Definitivamente hastiado de las intrigas y fatigas cortesanas, el buen don Pero acabó por mudarse y cedió su casa y su viña a los menesterosos, fundando una caritativa institución que dedicó a santa Catalina, virgen y mártir, por la que sentía especial devoción. Llamóse donados a los humildes beneficiados por sus dones, y todo fue bien hasta que un monje jerónimo del Buen Retiro, designado como rector de la obra pía, tuvo la ocurrencia de uniformar a los pupilos de forma algo más que estrambótica con hábitos pardos, becas azules, sombreros de ala ancha y bastones a juego. Además era de reglamento que llevaran bucles empolvados, "lo cual", apunta un cronista, "parece excesiva coquetería y complicación propicia al desaseo". El colegio de Santa Catalina fue una de las instituciones madrileñas más respetadas en la reforma de asilos piadosos efectuada por FelipeII. Los acogidos siguieron llevando con resignación sus tirabuzones y sus perifollos, pero alguno hubo que no aceptó tan de buen grado que desapareciera la célebre viña para levantar casas en su solar.
Devoción y picaresca conviven aún en las costanillas y callejas aledañas, en un triángulo que tiene sus vértices en las plazas de Ópera y Santo Domingo y en la Puerta del Sol. Pero hasta la recoleta plaza de Santa Catalina y al callejón de los Donados no llegan los ecos tabernarios, los rumores de la agitada vida golfa y nocturna de la zona. Prostíbulos y conventos, garitos y oratorios se suceden, hoy como antaño, en este dédalo de imposible cuadrícula.
En la calle de los Donados, casi esquina a la plaza, como vestigio de tiempos pretéritos, más piadosos que los actuales, se encuentra el pequeño santuario del Niño del Remedio, peculiar y secular, pues ya cumplió un siglo, devoción madrileña centrada en una imagen corta de talla y de pretensiones artísticas, pero sobrada de poderes taumatúrgicos, según daban cuenta las numerosas lápidas y exvotos que hasta la reciente remodelación cubrían los muros del oratorio, una nave escueta y desnuda que se ilumina naturalmente a través de un lucernario situado sobre su único altar.
Corrían los últimos años del pasado siglo cuando don Pedro Martín Marrazuela, encuadernador que tenía casa y taller en la cercana Costanilla de Los Ángeles, adquirió por 100 pesetas prestadas la imagen del santo niño a una dama madrileña obligada a vender sus pertenencias antes de trasladarse a Cuba.
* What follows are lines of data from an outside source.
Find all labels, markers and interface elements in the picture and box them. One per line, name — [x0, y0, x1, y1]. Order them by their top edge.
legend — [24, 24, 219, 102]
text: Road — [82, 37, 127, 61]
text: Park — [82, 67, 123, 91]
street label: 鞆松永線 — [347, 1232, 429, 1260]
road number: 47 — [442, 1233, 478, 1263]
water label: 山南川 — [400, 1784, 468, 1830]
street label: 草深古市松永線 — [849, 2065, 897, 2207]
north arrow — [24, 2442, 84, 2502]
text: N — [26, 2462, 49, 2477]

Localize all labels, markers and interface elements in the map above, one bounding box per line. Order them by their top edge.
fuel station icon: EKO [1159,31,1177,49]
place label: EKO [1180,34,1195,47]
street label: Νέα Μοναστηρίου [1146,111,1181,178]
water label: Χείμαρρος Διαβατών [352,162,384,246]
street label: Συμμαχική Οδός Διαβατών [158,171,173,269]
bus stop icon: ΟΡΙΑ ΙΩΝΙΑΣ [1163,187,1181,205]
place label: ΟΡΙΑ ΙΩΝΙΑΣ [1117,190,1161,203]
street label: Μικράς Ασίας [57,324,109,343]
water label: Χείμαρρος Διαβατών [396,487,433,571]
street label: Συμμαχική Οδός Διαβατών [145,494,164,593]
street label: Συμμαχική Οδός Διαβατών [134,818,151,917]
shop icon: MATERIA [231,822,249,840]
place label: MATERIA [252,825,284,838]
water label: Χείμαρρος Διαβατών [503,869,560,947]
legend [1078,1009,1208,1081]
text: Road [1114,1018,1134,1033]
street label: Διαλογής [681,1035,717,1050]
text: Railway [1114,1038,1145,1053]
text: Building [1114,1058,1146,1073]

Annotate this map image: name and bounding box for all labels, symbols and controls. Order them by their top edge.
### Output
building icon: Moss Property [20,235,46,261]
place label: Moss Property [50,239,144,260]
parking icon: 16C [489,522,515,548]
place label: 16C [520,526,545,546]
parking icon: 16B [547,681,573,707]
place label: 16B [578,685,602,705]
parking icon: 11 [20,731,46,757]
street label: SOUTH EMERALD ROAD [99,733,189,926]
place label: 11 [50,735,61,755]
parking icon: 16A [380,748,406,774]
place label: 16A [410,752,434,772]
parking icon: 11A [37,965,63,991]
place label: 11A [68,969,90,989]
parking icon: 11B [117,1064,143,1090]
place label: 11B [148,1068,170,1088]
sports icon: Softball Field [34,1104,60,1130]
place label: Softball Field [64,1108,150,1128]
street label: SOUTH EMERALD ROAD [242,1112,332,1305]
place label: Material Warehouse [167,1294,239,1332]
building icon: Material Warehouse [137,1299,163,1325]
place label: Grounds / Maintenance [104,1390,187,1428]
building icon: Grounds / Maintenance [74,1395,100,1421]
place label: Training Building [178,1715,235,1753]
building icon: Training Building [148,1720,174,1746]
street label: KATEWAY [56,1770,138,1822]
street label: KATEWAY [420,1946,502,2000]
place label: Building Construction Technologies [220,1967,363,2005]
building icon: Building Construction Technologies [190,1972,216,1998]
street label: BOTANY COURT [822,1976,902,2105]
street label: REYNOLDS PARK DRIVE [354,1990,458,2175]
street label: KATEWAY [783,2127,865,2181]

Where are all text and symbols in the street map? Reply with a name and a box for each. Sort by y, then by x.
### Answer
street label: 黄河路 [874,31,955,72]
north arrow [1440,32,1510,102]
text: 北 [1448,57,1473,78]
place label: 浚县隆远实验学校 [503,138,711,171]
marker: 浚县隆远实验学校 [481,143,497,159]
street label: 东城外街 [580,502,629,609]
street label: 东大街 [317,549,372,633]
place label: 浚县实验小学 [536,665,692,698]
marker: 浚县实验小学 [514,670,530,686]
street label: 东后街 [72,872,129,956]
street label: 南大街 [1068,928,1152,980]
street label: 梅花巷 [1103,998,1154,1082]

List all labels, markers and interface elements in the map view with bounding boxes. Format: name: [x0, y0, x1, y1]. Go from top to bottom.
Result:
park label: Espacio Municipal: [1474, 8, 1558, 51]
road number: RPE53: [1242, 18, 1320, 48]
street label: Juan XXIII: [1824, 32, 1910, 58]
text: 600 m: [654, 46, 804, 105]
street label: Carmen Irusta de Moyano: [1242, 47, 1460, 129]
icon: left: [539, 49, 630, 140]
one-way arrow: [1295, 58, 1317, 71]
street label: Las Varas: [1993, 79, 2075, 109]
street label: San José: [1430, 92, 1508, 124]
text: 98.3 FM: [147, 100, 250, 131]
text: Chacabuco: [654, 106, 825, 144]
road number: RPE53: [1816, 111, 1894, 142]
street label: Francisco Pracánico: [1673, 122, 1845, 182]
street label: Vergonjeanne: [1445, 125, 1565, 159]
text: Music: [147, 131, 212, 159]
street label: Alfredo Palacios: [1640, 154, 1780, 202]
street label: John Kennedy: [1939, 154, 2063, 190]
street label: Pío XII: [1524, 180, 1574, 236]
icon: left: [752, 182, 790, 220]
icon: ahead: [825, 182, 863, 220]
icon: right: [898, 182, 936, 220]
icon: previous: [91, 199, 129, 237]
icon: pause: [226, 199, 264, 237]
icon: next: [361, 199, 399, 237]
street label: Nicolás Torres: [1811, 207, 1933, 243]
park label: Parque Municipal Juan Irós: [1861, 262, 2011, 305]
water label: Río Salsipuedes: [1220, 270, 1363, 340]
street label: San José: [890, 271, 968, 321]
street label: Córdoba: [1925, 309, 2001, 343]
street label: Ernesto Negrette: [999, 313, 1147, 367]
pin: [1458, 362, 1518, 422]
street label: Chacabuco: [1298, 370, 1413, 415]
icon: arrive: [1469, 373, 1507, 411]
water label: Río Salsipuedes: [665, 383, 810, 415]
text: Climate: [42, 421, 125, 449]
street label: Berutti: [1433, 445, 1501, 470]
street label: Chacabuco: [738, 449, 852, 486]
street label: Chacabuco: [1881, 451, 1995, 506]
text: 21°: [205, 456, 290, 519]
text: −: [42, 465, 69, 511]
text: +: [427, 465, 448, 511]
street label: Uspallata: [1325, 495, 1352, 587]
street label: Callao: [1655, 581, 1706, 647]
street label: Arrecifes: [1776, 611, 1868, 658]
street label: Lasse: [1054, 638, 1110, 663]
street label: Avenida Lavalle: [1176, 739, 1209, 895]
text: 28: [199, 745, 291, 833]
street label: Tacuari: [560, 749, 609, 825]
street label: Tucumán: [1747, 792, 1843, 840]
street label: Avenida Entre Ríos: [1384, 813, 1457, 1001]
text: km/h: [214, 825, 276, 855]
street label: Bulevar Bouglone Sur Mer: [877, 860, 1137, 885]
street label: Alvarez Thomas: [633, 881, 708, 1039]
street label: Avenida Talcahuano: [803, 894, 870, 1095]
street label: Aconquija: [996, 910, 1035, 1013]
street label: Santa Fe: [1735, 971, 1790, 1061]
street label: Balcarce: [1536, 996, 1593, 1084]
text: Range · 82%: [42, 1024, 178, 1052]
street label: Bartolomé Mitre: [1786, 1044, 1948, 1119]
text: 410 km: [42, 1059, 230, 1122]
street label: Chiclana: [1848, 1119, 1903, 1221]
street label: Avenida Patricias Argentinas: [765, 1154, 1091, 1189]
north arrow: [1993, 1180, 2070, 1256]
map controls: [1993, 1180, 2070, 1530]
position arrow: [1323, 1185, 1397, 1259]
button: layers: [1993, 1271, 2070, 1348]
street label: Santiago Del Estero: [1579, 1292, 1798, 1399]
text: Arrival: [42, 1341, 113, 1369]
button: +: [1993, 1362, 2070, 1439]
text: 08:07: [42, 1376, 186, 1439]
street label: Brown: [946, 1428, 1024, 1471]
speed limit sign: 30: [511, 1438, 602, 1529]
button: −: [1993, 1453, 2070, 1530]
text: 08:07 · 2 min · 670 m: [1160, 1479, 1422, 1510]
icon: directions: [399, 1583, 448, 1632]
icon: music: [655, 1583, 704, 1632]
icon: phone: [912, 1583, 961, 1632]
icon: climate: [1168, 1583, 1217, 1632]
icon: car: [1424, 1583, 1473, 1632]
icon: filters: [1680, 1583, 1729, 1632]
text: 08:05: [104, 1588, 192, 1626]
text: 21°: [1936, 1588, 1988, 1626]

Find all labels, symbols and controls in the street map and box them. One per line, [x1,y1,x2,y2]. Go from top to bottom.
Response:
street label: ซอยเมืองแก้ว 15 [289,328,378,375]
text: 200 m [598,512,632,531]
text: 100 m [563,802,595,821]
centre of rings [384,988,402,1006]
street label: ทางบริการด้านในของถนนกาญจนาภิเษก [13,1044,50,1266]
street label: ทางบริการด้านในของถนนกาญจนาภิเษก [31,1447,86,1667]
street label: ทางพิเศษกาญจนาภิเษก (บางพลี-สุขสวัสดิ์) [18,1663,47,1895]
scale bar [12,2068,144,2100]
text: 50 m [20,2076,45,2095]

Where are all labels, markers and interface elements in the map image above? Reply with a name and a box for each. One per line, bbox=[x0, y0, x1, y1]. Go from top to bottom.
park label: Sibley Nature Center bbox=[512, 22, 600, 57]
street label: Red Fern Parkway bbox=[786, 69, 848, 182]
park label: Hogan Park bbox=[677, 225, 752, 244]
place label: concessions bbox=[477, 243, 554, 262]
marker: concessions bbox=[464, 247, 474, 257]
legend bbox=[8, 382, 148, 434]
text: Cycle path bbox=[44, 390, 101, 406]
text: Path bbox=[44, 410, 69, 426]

Extasiadas como su progenitor por la belleza y dulzura que desprendía la talla, las hijas de don Pedro habilitarían un pequeño altar por el que empezarían a desfilar con sus oraciones y sus súplicas los primeros devotos, que darían origen a una cofradía que pronto haría célebre en Madrid esta nueva advocación del Cristo niño. Advocación elegida por sorteo entre las varias que propusieron los cofrades. La mano inocente del divino infante sacó la papeleta que le nominaría como "Santo Niño del Remedio", descartando las restantes denominaciones propuestas que le asociaban con el "Perdón", "El Consuelo" y "La Esperanza".
Del taller de encuadernación pasó al cabo de los años la milagrosa imagen a la pequeña iglesia de Santa Catalina de los Donados, donde sigue siendo venerada por sus fieles. La plaza y la calle del oratorio son un oasis de tranquilidad y recogimiento a dos pasos del ajetreo ciudadano.